With both ends included, transcribe exactly the records below from their first line to the line that contains "2px #614e3c) drop-shadow(0".

MATERIAL PROVIDED:
====================

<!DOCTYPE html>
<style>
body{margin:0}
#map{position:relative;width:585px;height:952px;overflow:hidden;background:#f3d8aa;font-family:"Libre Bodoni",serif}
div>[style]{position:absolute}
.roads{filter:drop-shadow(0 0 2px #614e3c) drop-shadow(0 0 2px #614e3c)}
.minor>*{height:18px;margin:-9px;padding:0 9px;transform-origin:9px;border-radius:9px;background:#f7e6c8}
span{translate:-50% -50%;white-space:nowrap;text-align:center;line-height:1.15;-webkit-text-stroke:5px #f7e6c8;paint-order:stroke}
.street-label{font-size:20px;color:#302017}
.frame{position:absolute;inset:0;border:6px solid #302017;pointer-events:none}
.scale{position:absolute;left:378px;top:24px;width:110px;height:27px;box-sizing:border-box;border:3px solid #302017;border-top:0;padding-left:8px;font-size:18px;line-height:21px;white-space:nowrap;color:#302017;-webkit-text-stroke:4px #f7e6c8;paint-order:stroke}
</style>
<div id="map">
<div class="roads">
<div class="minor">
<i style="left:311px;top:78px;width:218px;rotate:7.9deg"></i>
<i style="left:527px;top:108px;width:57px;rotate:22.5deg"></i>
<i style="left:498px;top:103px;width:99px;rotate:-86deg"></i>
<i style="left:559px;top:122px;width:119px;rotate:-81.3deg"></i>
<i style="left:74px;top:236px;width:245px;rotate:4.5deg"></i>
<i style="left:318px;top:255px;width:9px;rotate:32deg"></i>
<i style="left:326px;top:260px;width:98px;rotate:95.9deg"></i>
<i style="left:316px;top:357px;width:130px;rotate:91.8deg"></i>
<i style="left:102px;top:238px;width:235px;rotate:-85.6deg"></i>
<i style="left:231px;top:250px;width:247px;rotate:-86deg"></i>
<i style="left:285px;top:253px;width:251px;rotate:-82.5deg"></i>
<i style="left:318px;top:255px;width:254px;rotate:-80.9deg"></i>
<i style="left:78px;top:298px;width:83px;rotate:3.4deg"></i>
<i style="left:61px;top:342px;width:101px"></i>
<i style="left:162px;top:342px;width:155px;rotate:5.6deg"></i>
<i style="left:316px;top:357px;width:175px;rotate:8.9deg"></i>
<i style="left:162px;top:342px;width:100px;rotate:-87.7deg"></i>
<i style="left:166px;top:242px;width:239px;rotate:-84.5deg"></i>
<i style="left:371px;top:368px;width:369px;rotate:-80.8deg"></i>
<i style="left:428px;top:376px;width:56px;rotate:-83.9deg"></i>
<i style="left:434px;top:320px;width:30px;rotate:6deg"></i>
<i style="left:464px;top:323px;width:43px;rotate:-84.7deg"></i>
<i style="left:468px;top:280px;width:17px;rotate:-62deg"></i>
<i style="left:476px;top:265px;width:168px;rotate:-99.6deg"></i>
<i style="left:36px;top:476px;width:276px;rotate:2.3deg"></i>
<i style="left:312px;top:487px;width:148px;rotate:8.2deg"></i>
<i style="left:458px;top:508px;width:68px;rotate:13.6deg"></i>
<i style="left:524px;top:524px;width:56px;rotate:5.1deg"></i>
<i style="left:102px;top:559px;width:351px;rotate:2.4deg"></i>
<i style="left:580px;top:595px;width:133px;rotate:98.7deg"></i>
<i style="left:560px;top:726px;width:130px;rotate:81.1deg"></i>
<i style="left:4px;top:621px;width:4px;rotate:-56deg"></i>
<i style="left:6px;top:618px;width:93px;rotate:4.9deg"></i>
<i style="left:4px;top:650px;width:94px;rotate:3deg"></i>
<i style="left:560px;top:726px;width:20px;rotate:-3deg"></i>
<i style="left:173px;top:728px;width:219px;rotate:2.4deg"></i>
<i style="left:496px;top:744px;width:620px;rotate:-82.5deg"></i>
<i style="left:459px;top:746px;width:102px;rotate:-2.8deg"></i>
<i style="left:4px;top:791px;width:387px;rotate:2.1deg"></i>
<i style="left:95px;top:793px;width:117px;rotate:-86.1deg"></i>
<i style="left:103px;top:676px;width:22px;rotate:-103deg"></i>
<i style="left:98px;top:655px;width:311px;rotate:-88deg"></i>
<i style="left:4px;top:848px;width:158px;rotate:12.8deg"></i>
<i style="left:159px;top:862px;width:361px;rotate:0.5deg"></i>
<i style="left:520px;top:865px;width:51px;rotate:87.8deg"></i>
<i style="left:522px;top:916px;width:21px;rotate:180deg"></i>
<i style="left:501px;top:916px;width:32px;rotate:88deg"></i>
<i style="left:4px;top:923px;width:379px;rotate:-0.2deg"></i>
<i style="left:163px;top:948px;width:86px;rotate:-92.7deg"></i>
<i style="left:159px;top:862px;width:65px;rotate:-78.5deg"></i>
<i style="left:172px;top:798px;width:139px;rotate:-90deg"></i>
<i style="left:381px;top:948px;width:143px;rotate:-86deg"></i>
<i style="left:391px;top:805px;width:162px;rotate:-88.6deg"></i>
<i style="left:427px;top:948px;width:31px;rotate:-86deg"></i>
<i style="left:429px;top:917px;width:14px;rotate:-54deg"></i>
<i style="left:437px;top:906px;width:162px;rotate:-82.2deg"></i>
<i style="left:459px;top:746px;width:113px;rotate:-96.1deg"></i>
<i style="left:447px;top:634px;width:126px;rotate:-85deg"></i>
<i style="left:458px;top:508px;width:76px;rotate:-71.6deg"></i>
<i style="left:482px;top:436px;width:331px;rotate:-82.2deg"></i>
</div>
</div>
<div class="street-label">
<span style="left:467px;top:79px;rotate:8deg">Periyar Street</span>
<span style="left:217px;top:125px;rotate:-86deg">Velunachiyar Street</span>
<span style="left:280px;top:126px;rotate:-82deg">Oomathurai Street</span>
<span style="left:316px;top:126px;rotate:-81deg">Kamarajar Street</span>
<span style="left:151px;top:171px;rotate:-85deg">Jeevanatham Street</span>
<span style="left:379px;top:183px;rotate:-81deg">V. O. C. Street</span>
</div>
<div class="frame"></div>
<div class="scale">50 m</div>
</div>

====================

WRITTEN RESPONSE:
<!DOCTYPE html>
<style>
body{margin:0}
#map{position:relative;width:585px;height:952px;overflow:hidden;background:#f3d8aa;font-family:"Libre Bodoni",serif}
div>[style]{position:absolute}
.roads{filter:drop-shadow(0 0 2px #614e3c) drop-shadow(0 0 2px #614e3c)}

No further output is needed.